#### [ASSIGNMENT]
Return each line of the entries that holds the string "filter".

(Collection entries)
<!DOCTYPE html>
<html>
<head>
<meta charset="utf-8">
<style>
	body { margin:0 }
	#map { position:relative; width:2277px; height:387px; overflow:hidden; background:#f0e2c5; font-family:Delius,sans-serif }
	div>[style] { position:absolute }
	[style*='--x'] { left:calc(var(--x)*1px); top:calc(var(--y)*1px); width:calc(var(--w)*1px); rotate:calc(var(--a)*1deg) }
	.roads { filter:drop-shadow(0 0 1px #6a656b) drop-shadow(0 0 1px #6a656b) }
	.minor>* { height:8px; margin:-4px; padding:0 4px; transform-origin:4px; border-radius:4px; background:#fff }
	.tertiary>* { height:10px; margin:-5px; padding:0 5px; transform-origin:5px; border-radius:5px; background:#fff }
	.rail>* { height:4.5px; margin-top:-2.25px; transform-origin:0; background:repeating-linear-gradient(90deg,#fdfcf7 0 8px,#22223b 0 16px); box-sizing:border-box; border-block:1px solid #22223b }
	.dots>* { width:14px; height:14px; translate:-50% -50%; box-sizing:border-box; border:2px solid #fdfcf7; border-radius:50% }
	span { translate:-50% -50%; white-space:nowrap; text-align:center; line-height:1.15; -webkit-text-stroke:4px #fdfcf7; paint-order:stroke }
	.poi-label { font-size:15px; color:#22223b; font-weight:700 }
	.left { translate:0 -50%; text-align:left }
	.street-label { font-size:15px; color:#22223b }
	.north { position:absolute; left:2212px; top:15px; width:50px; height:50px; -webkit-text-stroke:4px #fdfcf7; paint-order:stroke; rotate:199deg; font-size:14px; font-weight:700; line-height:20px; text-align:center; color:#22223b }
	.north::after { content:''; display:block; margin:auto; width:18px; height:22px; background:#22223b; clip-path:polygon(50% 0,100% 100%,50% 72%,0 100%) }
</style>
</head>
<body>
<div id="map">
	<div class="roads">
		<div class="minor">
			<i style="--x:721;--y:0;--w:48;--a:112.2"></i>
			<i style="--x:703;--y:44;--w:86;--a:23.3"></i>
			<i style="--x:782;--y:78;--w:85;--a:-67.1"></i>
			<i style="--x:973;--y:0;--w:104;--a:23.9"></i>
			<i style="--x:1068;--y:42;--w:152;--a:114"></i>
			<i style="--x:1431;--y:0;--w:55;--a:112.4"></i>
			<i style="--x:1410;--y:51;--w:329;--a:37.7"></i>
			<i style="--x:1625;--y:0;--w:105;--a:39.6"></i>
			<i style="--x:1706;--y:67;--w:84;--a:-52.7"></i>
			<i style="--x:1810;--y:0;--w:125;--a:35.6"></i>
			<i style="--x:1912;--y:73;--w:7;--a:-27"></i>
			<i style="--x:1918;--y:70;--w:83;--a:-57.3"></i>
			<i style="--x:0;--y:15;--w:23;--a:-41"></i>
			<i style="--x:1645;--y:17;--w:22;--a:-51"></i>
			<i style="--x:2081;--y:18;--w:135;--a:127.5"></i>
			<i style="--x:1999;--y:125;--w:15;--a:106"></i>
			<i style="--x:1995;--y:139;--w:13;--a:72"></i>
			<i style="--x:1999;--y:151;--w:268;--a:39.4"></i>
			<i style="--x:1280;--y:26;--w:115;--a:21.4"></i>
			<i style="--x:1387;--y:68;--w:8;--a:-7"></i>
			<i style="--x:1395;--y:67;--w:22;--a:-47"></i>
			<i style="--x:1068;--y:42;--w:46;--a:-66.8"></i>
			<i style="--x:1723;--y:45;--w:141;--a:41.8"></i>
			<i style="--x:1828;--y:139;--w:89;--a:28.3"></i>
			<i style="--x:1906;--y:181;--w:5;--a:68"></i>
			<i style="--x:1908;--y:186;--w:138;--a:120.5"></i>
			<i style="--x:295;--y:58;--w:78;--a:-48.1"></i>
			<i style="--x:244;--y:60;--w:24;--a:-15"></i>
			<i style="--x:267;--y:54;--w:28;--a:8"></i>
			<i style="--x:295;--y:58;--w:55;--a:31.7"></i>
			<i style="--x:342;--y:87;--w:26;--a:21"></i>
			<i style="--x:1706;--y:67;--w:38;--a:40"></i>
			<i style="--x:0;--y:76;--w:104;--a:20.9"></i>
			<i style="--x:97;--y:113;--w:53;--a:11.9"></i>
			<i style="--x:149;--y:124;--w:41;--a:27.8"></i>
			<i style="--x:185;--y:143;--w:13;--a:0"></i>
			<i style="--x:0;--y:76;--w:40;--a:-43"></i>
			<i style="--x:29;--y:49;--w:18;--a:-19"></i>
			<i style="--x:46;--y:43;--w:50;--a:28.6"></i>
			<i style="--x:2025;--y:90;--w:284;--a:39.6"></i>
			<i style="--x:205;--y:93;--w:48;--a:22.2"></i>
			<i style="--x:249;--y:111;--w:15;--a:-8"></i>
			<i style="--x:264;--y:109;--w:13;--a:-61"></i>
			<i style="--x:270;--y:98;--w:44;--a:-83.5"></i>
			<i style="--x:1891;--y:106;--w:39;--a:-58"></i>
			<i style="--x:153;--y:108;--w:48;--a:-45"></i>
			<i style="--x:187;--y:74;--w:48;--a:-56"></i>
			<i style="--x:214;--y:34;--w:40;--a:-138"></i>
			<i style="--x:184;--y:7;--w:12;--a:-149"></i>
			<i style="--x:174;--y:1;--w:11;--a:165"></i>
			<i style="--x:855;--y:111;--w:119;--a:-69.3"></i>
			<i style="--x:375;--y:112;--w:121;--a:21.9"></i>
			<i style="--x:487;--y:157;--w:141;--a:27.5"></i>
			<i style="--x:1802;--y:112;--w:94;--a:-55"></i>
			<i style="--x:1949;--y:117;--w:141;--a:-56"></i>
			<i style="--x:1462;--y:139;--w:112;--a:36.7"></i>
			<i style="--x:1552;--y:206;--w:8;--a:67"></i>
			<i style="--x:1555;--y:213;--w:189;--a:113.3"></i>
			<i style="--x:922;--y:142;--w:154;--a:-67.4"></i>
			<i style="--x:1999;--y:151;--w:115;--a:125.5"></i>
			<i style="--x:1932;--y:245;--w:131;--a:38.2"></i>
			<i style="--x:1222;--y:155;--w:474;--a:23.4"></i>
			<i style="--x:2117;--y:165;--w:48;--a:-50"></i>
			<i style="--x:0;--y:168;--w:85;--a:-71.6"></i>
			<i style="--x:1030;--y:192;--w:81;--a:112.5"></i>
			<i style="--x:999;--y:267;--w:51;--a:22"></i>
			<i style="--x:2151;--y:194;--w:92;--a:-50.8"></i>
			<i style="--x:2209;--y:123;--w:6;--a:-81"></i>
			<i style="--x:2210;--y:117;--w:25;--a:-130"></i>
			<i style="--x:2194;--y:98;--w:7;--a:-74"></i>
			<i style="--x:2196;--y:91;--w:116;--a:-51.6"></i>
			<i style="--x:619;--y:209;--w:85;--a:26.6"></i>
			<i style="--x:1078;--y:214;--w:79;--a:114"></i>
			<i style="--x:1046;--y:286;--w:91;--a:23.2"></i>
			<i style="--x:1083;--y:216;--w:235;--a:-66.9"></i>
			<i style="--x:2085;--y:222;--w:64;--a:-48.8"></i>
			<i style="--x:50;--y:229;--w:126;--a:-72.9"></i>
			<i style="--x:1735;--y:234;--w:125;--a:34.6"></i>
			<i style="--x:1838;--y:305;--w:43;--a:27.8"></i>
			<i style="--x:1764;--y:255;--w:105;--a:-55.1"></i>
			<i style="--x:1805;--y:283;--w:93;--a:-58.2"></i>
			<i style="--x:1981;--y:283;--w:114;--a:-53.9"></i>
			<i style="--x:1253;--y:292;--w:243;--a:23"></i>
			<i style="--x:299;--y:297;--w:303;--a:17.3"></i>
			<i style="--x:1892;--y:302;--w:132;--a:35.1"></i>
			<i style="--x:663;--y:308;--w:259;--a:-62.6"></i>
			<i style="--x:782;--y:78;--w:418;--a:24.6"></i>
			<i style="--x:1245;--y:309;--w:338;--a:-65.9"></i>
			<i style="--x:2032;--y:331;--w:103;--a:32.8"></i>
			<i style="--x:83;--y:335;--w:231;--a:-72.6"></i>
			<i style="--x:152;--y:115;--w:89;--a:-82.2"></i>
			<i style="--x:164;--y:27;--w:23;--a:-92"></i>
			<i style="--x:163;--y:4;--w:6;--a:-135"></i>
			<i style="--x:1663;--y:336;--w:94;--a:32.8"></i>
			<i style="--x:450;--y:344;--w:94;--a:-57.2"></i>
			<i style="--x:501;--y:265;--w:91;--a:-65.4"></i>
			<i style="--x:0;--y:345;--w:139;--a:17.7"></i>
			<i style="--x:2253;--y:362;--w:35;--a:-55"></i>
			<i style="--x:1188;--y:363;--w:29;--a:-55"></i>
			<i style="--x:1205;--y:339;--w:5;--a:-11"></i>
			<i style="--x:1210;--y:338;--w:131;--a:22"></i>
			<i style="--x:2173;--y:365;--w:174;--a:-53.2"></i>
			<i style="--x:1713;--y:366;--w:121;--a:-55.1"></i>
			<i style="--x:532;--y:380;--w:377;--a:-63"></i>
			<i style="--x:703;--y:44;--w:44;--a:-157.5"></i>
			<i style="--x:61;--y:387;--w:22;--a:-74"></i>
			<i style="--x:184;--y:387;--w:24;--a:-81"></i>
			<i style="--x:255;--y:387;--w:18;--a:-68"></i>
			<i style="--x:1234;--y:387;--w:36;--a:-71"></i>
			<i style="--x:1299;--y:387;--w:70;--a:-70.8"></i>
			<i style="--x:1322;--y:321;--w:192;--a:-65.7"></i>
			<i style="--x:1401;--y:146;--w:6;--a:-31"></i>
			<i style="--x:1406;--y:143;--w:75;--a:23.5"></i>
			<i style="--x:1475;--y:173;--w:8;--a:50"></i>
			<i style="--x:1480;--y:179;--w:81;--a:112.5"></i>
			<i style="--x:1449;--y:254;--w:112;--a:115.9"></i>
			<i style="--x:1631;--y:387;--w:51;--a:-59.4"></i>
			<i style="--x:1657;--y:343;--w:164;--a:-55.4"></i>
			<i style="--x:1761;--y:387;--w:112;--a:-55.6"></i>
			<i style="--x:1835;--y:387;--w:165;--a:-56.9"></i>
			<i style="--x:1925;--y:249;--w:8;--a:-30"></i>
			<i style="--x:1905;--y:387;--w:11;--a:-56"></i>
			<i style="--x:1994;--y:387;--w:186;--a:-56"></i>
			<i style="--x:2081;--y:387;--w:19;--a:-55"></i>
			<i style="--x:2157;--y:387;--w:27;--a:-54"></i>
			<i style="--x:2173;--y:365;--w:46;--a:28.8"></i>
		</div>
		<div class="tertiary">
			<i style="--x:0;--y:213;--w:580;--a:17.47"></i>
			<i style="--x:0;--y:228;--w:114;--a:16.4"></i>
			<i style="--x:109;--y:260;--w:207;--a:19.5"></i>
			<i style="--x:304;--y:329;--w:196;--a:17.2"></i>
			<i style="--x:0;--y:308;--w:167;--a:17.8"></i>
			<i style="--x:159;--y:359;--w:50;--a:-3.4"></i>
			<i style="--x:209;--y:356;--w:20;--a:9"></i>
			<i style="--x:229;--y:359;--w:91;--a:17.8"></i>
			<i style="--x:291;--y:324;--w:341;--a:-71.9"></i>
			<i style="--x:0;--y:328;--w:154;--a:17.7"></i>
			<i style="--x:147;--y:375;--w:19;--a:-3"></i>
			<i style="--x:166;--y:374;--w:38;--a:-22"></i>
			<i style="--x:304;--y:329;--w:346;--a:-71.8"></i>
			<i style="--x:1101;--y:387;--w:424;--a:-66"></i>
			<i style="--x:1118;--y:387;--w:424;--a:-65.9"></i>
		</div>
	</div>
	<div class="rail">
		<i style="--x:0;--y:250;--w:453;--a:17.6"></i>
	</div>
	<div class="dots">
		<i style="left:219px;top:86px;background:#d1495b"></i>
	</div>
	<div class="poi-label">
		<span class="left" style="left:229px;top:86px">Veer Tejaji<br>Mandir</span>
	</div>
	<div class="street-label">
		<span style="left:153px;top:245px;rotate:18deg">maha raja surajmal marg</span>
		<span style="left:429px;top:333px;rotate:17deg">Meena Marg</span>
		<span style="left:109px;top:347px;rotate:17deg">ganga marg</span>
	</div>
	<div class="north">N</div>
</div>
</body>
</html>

==

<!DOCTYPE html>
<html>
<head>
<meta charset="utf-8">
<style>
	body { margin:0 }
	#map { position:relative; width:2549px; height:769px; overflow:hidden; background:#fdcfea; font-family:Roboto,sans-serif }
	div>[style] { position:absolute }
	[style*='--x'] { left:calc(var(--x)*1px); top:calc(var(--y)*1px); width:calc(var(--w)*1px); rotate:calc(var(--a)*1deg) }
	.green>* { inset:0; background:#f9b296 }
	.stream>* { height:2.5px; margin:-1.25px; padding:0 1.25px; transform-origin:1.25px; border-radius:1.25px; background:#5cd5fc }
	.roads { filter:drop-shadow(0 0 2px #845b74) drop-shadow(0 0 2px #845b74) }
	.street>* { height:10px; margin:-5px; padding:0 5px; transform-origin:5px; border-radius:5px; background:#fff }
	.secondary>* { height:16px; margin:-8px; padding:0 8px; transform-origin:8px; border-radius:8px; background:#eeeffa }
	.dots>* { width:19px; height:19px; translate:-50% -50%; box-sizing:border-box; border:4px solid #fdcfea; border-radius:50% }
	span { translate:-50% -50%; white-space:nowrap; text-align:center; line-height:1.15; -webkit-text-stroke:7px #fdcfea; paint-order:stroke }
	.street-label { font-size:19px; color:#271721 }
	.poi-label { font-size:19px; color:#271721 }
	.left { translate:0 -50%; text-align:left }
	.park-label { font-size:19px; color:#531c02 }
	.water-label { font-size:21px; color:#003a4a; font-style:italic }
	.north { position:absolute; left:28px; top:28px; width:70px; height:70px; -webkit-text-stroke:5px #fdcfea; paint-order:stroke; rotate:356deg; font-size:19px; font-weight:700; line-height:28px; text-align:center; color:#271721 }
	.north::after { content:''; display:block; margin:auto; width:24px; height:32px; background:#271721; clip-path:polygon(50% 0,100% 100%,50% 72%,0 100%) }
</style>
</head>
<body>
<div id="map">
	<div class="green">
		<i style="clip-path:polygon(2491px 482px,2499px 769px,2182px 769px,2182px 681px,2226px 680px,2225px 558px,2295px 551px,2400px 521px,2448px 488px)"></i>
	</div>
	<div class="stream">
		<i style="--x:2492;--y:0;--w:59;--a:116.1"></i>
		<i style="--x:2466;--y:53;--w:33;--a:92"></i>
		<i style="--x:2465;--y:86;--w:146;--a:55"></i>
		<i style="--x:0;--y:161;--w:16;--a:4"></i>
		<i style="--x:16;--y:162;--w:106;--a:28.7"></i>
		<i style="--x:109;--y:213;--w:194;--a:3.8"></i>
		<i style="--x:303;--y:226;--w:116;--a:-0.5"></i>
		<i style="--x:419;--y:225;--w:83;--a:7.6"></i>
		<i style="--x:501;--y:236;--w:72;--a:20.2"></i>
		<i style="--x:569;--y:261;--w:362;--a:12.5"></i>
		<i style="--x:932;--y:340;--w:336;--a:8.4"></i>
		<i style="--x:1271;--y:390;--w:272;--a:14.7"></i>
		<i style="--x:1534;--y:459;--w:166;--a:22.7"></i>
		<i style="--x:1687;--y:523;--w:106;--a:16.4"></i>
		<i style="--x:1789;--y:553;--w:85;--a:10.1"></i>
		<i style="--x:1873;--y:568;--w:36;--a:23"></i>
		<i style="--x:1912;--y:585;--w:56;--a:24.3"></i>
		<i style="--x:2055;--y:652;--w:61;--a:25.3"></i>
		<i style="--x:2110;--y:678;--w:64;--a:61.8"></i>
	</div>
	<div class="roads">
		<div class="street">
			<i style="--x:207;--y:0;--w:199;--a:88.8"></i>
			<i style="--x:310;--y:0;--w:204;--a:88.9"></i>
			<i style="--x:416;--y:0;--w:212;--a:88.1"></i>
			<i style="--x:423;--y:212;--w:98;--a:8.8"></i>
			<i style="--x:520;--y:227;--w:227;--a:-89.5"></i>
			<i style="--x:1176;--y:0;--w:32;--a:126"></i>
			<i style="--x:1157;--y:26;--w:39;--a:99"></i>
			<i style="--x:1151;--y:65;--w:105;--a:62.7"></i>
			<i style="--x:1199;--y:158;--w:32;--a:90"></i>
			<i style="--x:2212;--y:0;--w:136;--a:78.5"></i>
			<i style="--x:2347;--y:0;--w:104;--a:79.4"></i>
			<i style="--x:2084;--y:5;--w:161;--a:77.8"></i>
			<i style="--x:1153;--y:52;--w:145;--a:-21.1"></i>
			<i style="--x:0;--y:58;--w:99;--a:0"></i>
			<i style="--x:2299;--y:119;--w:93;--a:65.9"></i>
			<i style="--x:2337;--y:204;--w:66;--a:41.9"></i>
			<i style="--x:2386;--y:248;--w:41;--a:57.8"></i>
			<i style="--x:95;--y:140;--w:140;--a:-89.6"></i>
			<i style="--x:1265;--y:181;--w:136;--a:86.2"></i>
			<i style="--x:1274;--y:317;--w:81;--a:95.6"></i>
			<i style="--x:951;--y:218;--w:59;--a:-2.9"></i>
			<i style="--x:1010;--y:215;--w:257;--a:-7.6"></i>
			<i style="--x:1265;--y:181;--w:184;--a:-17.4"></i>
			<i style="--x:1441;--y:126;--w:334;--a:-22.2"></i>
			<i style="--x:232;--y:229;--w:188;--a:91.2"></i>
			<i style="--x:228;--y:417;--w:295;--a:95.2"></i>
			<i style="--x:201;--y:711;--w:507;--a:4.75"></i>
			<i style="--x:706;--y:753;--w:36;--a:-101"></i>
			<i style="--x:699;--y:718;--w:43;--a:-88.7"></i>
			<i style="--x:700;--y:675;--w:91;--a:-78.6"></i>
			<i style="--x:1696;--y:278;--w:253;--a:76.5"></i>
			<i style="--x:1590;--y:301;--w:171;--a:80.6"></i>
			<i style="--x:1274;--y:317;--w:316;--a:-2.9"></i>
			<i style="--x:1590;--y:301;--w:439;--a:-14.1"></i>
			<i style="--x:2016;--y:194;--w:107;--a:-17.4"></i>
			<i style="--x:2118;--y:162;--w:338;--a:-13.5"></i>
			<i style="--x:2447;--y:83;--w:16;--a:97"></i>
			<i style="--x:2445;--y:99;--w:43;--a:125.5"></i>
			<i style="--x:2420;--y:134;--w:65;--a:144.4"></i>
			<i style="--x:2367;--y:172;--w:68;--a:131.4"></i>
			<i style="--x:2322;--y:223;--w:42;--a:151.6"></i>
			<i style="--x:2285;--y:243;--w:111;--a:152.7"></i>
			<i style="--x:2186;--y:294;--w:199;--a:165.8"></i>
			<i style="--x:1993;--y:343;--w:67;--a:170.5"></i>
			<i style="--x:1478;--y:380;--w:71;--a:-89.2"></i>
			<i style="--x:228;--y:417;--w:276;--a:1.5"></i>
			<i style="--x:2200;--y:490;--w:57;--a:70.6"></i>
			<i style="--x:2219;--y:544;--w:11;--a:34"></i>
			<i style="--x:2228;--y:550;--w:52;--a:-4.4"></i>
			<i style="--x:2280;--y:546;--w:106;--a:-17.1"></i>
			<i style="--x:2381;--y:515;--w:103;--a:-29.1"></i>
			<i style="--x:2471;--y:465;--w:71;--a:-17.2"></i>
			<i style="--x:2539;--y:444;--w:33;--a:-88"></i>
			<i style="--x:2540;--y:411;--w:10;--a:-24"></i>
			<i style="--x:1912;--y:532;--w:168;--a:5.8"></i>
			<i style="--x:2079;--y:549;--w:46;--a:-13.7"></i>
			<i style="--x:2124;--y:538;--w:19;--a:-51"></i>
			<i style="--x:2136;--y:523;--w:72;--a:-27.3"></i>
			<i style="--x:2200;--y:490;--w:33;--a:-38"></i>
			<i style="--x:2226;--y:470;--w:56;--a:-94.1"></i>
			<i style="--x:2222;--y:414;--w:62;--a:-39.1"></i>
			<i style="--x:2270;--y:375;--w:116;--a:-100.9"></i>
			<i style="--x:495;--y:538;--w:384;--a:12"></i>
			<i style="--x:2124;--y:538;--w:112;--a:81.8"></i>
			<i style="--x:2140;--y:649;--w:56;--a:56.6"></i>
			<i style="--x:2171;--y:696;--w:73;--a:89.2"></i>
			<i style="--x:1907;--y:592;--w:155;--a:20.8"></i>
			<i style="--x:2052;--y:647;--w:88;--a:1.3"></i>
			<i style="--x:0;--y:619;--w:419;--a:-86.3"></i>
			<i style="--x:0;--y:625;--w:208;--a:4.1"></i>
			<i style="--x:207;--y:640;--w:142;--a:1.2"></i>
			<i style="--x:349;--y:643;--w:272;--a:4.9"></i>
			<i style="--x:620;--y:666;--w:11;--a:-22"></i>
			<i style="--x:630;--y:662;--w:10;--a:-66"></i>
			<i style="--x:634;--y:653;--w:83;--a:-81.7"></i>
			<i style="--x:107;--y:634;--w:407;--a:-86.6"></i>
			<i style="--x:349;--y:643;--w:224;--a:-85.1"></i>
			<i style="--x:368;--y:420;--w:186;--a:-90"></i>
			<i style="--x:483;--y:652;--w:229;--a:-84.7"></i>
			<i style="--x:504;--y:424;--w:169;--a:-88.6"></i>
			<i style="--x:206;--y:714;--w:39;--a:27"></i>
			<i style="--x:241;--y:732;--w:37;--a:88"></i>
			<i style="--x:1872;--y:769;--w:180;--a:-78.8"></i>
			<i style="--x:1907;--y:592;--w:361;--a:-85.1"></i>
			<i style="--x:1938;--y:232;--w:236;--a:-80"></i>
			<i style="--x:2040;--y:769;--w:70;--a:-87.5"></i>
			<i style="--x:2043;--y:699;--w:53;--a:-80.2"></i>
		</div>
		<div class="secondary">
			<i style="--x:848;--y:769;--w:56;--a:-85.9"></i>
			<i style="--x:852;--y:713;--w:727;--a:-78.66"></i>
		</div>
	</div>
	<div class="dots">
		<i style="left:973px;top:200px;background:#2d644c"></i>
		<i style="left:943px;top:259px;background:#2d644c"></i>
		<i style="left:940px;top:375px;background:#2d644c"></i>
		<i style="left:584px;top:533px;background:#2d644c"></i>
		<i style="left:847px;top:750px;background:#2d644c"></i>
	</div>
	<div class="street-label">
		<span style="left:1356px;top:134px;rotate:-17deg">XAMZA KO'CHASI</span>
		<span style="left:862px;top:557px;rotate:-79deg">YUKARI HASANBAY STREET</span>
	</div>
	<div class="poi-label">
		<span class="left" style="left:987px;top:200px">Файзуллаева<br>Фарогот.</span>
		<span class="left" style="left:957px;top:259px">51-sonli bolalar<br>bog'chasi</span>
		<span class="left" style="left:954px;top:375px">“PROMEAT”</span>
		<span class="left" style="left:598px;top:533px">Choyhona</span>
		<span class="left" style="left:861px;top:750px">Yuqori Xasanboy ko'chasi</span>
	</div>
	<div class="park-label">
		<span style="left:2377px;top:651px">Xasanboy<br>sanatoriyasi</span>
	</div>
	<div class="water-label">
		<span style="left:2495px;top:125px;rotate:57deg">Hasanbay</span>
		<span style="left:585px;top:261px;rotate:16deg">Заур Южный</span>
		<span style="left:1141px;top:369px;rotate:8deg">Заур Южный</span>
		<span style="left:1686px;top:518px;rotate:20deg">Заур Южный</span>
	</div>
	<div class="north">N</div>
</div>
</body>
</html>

#### [WORKED SOLUTION]
	.roads { filter:drop-shadow(0 0 1px #6a656b) drop-shadow(0 0 1px #6a656b) }
	.roads { filter:drop-shadow(0 0 2px #845b74) drop-shadow(0 0 2px #845b74) }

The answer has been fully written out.